As for John Band - tw@ of the first order, and bar -

"]"Going out is becoming less and less about drinking
Going out has never been about drinking - it has always been about trying to get a good shag. Now on many occasions the evil drink has played a hand in this and thwarted the intentions of our young stud out for an evening. But to counter this, how many times has said young stud picked up the most gorgeous bird in the universe to wake up next day beside her with a slightly different opinion( and hopefully not engaged into a contract for wedlock)?
 
#4
A_Knocker_Till_The_End said:
i know why this has happened



it's because of you shandy swilling southern poofs :!: :!: :!: :!:
That why we govern you and have all your oil, you just cant stop fighting within your clans :roll:
 
#5
hallveg said:
A_Knocker_Till_The_End said:
i know why this has happened



it's because of you shandy swilling southern poofs :!: :!: :!: :!:
That why we govern you and have all your oil, you just cant stop fighting within your clans :roll:
You don't govern us though, once you had drained the oil you lost interest and pissed off, leaving our government in the hands of a bunch of Strathclyde University Politics society knobbers!

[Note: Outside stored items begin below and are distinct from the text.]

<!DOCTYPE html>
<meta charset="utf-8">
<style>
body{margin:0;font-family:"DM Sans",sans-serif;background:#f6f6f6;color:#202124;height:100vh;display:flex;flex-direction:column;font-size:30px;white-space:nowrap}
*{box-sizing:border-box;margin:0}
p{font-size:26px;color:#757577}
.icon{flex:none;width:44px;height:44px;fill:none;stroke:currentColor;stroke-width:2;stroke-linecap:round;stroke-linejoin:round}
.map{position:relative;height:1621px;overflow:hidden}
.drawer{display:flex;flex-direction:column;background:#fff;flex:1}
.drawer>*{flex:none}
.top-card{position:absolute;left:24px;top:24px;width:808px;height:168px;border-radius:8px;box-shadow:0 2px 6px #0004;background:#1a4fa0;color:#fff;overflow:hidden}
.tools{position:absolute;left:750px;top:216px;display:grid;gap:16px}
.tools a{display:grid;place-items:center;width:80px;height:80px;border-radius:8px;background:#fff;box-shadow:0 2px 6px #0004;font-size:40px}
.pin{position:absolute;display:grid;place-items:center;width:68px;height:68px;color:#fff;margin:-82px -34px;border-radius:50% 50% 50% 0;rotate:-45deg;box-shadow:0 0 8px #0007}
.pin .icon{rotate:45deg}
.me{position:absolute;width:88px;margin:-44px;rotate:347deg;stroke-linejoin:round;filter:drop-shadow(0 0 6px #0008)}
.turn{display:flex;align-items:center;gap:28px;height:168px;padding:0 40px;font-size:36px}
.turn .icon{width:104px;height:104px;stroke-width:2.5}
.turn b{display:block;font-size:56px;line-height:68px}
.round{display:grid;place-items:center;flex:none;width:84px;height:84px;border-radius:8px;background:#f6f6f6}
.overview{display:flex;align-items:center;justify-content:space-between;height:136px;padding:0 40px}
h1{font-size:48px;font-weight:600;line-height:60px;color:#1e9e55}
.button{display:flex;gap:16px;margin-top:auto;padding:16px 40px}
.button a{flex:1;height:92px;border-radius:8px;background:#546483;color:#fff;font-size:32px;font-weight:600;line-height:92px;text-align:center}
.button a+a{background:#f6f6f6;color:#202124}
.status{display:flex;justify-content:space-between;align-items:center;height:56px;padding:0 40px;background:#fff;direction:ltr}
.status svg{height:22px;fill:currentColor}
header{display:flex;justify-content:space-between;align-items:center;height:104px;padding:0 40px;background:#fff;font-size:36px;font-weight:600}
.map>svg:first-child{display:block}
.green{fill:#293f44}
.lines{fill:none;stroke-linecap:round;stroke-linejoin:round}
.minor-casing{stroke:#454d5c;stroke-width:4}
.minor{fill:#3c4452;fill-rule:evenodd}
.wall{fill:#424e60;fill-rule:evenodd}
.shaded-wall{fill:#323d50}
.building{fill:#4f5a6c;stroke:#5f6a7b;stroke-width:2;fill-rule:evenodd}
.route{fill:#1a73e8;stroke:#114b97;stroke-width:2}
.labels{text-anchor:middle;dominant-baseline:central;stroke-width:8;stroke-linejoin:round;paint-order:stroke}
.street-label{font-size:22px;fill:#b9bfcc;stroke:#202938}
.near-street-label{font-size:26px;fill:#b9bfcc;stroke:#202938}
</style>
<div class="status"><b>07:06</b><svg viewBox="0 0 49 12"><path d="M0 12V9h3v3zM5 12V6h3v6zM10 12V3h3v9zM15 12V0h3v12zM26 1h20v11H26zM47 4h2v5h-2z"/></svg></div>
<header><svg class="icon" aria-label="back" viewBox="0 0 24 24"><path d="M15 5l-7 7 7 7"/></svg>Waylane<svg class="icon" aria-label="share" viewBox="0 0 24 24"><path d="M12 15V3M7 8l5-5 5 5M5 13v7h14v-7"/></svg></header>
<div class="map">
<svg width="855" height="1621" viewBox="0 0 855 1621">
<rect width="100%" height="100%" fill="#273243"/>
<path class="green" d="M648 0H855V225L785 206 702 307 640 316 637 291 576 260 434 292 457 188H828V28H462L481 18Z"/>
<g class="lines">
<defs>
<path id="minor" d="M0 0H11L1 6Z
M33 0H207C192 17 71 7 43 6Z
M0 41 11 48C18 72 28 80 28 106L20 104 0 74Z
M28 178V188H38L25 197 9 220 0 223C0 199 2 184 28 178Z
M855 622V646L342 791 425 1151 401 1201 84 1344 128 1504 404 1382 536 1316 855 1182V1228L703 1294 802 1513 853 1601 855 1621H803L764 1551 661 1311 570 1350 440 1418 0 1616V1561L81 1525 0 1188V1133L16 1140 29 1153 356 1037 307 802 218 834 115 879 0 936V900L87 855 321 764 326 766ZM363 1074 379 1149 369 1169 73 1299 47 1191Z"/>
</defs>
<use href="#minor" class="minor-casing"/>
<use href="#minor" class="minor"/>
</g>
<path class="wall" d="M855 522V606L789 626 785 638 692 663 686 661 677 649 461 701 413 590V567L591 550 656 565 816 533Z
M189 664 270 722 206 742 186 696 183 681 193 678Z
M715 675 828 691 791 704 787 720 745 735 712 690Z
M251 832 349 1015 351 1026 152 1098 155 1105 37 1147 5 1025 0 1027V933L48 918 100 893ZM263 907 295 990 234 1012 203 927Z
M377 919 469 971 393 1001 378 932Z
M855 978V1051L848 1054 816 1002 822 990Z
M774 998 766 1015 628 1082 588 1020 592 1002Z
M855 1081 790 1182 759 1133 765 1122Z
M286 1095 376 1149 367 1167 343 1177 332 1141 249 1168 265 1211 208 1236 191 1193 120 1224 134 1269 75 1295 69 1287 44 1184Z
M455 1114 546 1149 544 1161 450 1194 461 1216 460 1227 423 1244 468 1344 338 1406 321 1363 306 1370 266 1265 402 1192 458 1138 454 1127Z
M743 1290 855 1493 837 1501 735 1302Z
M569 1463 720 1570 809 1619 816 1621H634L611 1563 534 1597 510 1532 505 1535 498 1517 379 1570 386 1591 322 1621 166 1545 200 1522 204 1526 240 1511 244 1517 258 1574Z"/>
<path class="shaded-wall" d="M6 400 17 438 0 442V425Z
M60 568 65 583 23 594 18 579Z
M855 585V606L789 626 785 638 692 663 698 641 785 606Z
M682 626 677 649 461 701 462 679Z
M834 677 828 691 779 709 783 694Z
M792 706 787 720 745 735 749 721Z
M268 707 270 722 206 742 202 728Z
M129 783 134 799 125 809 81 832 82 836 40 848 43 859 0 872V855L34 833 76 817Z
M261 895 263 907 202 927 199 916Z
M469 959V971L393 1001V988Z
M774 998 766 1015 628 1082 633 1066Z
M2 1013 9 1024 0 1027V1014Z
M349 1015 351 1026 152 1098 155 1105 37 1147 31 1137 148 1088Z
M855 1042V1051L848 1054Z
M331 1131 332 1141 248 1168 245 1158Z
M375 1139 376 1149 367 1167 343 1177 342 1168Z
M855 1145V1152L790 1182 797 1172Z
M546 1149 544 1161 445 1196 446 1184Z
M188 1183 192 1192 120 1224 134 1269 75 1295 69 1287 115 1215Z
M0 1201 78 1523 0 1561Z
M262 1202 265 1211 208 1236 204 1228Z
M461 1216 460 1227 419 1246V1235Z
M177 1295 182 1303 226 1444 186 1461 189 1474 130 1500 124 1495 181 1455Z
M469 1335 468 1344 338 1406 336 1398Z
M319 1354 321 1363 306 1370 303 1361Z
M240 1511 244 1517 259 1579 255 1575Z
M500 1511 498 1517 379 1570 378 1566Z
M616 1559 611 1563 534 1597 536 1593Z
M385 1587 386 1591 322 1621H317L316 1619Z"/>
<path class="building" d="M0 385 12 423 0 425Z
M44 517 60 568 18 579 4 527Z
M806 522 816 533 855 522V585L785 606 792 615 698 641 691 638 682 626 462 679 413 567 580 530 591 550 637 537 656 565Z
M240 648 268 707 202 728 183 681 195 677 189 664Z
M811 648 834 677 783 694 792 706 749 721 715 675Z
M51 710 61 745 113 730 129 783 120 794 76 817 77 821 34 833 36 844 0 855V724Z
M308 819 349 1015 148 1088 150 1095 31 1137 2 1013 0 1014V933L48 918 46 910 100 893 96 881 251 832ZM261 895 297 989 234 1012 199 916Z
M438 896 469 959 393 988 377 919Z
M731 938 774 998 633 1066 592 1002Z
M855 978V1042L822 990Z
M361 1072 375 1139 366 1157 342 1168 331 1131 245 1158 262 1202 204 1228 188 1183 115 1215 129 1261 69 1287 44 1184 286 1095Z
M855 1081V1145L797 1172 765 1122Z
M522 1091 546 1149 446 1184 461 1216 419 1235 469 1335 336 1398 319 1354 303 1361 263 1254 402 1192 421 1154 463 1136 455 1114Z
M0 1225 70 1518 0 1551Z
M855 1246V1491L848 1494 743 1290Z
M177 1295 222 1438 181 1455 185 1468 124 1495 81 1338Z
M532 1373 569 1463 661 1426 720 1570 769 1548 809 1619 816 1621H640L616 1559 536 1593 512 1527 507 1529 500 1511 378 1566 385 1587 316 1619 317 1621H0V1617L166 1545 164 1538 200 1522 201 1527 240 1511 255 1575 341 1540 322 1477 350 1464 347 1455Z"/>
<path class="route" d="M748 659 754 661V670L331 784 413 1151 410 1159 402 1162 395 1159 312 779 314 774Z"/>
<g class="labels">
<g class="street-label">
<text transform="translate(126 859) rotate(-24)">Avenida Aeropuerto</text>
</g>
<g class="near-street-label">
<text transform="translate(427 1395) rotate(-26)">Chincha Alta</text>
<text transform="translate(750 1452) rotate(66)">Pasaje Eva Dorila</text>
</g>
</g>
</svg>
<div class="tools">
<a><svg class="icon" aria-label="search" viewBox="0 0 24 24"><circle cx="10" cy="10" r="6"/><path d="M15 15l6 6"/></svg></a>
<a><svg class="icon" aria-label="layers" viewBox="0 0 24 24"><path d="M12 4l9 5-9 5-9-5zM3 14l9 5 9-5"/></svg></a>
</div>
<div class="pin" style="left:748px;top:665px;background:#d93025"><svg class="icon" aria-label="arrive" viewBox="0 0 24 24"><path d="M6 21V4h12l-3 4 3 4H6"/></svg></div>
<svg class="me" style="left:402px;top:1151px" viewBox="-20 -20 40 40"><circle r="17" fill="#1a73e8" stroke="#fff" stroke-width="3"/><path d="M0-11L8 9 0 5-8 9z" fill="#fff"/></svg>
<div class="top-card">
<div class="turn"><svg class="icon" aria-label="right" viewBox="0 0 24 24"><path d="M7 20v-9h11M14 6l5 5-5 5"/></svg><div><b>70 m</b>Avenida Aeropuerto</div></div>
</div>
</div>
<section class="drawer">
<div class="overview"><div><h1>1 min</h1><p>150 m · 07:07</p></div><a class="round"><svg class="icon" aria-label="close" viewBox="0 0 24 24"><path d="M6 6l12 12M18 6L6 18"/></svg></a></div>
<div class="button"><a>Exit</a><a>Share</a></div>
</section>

I am sorry to say that my sterling contribution to Britain's pisshead statistics will no longer be felt. My consultant has told me to limit my intake to two or three large glasses of red wine per day. Sadly he neglected to presecribe this; obviously the pharmacy not being licensed is an issue for the NHS?
 
#6
I call on all true Britons to get on the p!ss immediately. How else are your fat sheilas going to get a fcuk otherwise? GET P!SSED, YOU KNOW IT MAKES SENSE!
 
#7
filthyphil said:
I call on all true Britons to get on the p!ss immediately. How else are your fat sheilas going to get a fcuk otherwise? GET P!SSED, YOU KNOW IT MAKES SENSE!
I like fucking fatbirds...drunk or sober. Me drunk or sober too.